#### [Input records]
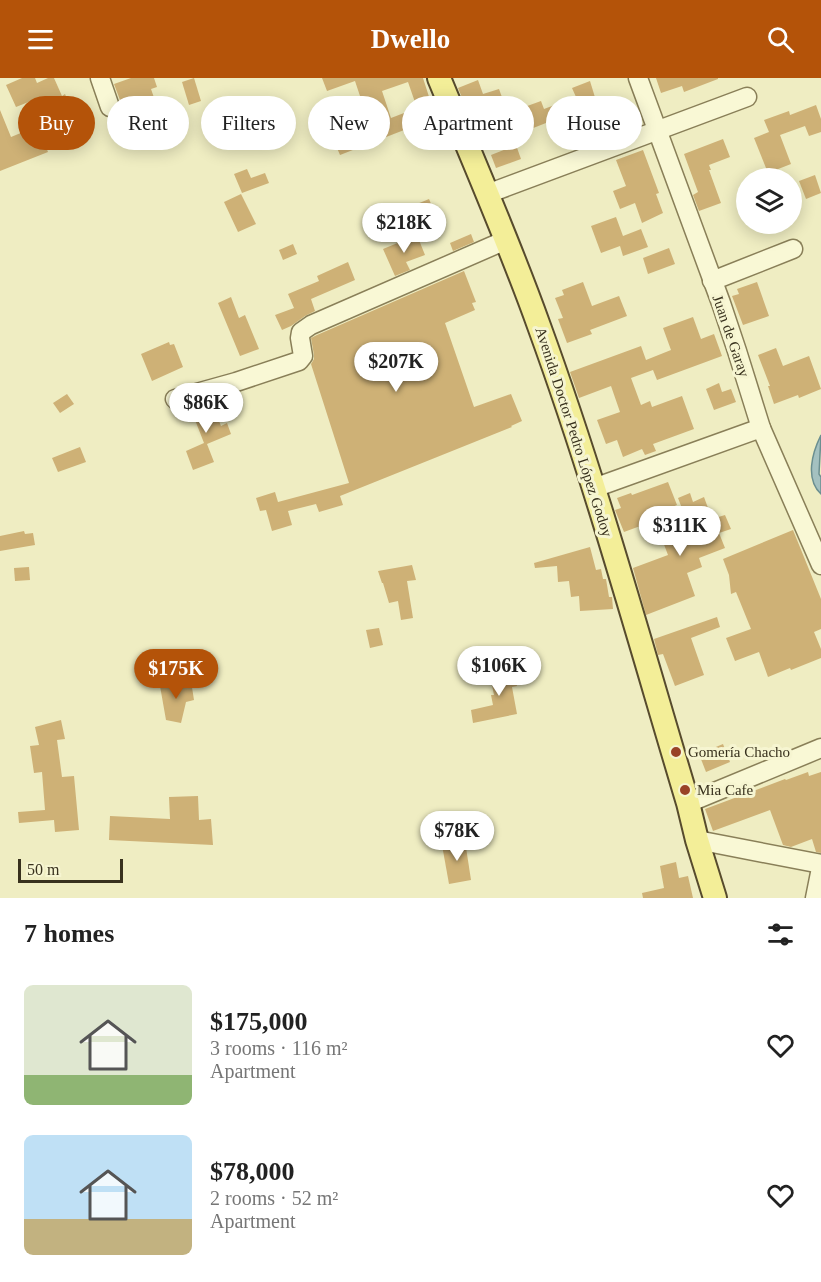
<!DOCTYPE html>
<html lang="en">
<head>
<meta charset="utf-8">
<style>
  :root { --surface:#fff; --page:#f2f2f2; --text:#222; --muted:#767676; --accent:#b45309 }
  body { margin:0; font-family:Georgia,serif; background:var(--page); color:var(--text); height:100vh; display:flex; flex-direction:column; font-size:22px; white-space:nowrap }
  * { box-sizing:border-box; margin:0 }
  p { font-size:20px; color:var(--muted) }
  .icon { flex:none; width:33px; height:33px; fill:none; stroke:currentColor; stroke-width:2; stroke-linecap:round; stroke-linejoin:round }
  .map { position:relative; height:820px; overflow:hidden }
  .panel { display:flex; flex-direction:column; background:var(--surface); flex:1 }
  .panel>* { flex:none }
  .hud { position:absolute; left:18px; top:18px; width:786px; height:54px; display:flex; gap:12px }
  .buttons { position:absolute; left:736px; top:90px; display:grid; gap:12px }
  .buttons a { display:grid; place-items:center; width:66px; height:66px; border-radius:50%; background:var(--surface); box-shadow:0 3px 15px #0003; font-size:30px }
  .scale { position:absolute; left:18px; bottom:15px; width:105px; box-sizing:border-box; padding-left:6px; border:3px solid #38311d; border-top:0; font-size:16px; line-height:21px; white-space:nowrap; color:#38311d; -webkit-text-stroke:4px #f6f5d1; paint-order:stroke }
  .price { position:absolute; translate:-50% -51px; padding:0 14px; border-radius:21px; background:#fff; color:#222; font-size:20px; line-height:39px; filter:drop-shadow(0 2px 3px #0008) }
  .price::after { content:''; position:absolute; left:50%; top:36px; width:18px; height:14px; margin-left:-9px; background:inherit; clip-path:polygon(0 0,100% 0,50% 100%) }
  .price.on { background:var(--accent); color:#fff }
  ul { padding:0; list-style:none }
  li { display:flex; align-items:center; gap:18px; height:150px; padding:0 24px }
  li span { display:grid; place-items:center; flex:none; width:168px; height:120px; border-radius:9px; color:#555 }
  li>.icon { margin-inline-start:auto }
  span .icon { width:72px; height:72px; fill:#fffc; stroke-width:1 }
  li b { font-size:26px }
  h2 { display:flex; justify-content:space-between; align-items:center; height:72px; padding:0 24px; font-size:26px }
  .tag { padding:0 21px; border-radius:27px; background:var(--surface); box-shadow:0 3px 15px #0003; font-size:21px; line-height:54px }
  .tag.on { background:var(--accent); color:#fff }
  header { display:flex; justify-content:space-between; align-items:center; height:78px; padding:0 24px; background:var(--accent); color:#fff; font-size:27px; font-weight:800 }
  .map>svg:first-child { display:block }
</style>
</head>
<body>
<header><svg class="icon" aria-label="menu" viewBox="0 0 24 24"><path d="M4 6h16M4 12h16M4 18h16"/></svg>Dwello<svg class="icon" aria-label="search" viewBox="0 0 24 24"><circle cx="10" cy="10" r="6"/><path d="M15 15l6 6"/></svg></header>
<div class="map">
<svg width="821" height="820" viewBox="0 0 821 820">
  <rect width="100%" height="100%" fill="#efedc2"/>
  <path fill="#a4c1c0" stroke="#6b8f90" stroke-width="1.5" d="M821,357L819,396L821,399V416C805,401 812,375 821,357Z"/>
  <g fill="#ceb176" fill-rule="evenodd">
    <polygon points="22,0 35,0 37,5 48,0 54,0 62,18 65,16 72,32 66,35 74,52 44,64 48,74 0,93 0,32 11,59 45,45 36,21 16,29 6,7"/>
    <polygon points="131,0 154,0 157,9 151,11 160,37 137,45 128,19 120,22 114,6"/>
    <polygon points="194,0 201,23 189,27 182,4"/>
    <path d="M322,0H423L431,25L434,23L440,38L340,77L334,63L370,48L355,3L327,13ZM408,4L417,30L391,40L382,13Z"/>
    <polygon points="656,0 718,0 718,1 684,14 682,8 661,15"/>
    <polygon points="478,2 483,16 499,11 507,33 473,46 458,10"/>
    <polygon points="590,3 601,39 569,52 573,64 561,69 551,43 508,60 500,38 541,23 544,31 576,19 572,10"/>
    <polygon points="816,27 821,41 821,54 809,58 805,48 780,57 791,86 768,95 754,60 769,54 764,42 789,33 790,37"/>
    <polygon points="626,31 631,45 608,54 603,40"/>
    <polygon points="723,61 730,79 709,87 711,92 709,92 721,125 699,133 693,117 698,114 684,76"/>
    <polygon points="516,67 521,81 496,90 491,77"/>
    <polygon points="643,72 659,115 656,116 663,135 642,145 635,125 620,131 613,113 626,108 616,82"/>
    <polygon points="247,91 251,100 265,95 269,105 242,115 234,96"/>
    <polygon points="815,97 821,115 806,121 799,103"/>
    <polygon points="241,116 256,146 238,154 224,124"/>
    <polygon points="429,121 435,135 422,140 417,126"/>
    <polygon points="616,139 623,158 641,151 648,169 623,178 620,168 601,175 591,148"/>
    <polygon points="471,156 474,164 453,173 450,165"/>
    <polygon points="417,157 425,177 406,184 410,192 395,198 383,171"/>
    <polygon points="293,166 297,176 283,182 279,172"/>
    <polygon points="669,170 675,186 648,196 643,180"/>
    <polygon points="348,184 355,202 311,221 315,233 305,238 291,248 282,252 275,237 294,230 288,216 319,203 317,198"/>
    <polygon points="464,193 476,224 472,225 475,232 445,245 474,329 511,316 522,343 511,348 512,349 340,418 343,427 319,434 316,426 288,433 292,447 272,453 266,432 260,433 256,420 275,414 278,424 349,405 311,286 314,281 314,277 311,260 317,257"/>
    <polygon points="583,204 592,228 619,218 627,238 590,252 592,256 567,265 558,241 563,240 555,220 564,217 562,212"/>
    <polygon points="757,204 769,238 743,247 732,218 739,216 737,211"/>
    <polygon points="231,219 239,240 245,237 259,271 240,278 218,225"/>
    <polygon points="693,239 701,261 714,256 722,278 657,302 653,292 631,300 641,327 650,323 652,329 682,318 694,351 653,366 656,373 645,377 642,371 623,379 617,362 606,366 597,342 620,334 611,308 579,320 570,294 641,268 646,282 671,272 663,250"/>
    <polygon points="169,264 170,267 174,266 183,289 152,303 141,276"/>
    <polygon points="776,270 783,288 809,278 821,311 799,320 798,317 774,326 768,308 770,308 758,277"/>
    <polygon points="719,305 722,314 731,311 736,324 714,332 706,311"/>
    <polygon points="67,316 74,326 60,335 53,325"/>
    <polygon points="211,323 221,348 227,345 231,356 207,366 214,384 193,392 186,373 204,365 190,329"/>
    <polygon points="80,369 86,384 58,394 52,380"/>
    <polygon points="668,404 677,427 660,434 662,440 624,454 615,432 621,430 617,420 631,415 632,417"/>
    <polygon points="690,415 693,424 704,419 712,441 725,437 731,451 719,455 725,470 699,480 702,489 687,495 695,518 646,537 633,490 668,477 660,456 688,446 678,420"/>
    <polygon points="793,452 821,521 821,551 814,554 821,571 821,580 791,592 790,590 768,599 759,574 735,583 726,560 751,551 736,514 731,516 729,497 723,481"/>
    <polygon points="24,453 25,456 33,455 35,467 0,473 0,458"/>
    <polygon points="590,469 596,492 601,491 603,501 606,501 609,519 612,519 613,531 580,533 579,518 571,519 569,503 558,504 557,488 535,490 534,485"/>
    <polygon points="412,487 416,502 407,503 413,540 401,542 398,523 389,525 383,505 382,505 378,493"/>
    <polygon points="29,489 30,502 15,503 14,490"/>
    <polygon points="717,539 720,549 691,560 704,597 675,608 663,576 658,577 654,561"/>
    <polygon points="379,550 383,567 370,570 366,552"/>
    <polygon points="513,588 517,608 512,609 517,636 473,645 471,632 493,627 491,617 494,617 489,593"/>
    <polygon points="191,603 194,622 186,624 181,645 166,642 160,608"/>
    <polygon points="61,642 65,661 57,662 62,699 74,698 79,752 55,754 54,742 19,745 18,734 45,732 42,694 34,695 30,668 39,667 35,649"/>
    <polygon points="723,666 730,684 706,694 699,676"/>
    <polygon points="808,694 809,698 821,694 821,775 816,774 812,761 791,769 783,767 770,732 713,753 705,731 785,701 786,702"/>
    <polygon points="198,718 199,742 211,741 213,767 109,762 110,738 170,741 169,719"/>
    <polygon points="465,763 471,802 449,806 442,767"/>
    <polygon points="676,784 679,800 688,798 693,820 643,820 642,815 664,810 660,788"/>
  </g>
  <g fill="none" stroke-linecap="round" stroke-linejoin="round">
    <g stroke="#897f58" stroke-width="21">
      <g id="minor">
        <polyline points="100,0 110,29"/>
        <polyline points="487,116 747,19"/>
        <polyline points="712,203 793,171"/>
        <polyline points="175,321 236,304 299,283 303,278 300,260 301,254 311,247 506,162"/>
        <polyline points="761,350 821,487"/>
        <polyline points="594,410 761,350 737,273 721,225 638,0"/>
        <polyline points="688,725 821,670"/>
        <polyline points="697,762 821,786"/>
        <polyline points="815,820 821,790"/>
      </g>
    </g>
    <g stroke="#574b2d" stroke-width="26">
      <path id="major" d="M439,0C473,82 509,164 539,248C596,404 640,565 688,725L697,762L715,820"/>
    </g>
    <use href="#minor" stroke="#f9f8d5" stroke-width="18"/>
    <use href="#major" stroke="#f3ee98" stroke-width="22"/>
  </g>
  <g fill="#994327" stroke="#f6f5d1" stroke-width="2">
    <circle cx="676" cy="674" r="6"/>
    <circle cx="685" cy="712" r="6"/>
  </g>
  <g text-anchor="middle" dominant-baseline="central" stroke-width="6" stroke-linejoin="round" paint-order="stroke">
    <g font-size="15" fill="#38311d" stroke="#f6f5d1">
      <text transform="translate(731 258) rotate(71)">Juan de Garay</text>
      <text transform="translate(574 354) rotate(72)">Avenida Doctor Pedro López Godoy</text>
    </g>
    <g font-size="15" fill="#38311d" stroke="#f6f5d1" text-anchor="start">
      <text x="688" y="674">Gomería Chacho</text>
      <text x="697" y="712">Mia Cafe</text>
    </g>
  </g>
</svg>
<div class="buttons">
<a><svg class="icon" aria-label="layers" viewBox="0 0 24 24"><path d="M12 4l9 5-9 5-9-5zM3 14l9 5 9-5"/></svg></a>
</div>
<div class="scale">50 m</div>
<b class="price" style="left:404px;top:176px">$218K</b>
<b class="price" style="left:396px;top:315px">$207K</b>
<b class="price" style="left:206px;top:356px">$86K</b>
<b class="price" style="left:680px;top:479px">$311K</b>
<b class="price" style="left:499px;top:619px">$106K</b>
<b class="price on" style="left:176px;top:622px">$175K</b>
<b class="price" style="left:457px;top:784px">$78K</b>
<div class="hud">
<a class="tag on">Buy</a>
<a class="tag">Rent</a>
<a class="tag">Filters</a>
<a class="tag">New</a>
<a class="tag">Apartment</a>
<a class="tag">House</a>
</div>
</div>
<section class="panel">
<h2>7 homes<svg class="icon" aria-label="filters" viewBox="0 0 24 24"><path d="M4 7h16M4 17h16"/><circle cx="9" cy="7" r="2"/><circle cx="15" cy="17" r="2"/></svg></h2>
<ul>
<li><span style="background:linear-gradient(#dfe7d0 75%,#8fb573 0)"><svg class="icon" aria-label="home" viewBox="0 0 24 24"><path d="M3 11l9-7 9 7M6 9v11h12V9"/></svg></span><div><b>$175,000</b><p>3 rooms · 116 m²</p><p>Apartment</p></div><svg class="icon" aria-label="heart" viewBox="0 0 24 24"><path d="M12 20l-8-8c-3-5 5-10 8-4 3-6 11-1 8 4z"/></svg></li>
<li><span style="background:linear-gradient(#bfe0f5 70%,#c2b280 0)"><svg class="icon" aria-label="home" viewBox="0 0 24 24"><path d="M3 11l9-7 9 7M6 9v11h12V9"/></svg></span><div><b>$78,000</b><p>2 rooms · 52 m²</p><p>Apartment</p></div><svg class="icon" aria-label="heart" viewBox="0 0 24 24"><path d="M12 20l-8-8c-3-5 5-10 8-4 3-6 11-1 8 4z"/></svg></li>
</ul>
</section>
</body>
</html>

#### [Task to carry out]
Which lines of the data contain "margin"? Copy them all.

#### [Solution to this problem]
  body { margin:0; font-family:Georgia,serif; background:var(--page); color:var(--text); height:100vh; display:flex; flex-direction:column; font-size:22px; white-space:nowrap }
  * { box-sizing:border-box; margin:0 }
  .price::after { content:''; position:absolute; left:50%; top:36px; width:18px; height:14px; margin-left:-9px; background:inherit; clip-path:polygon(0 0,100% 0,50% 100%) }
  li>.icon { margin-inline-start:auto }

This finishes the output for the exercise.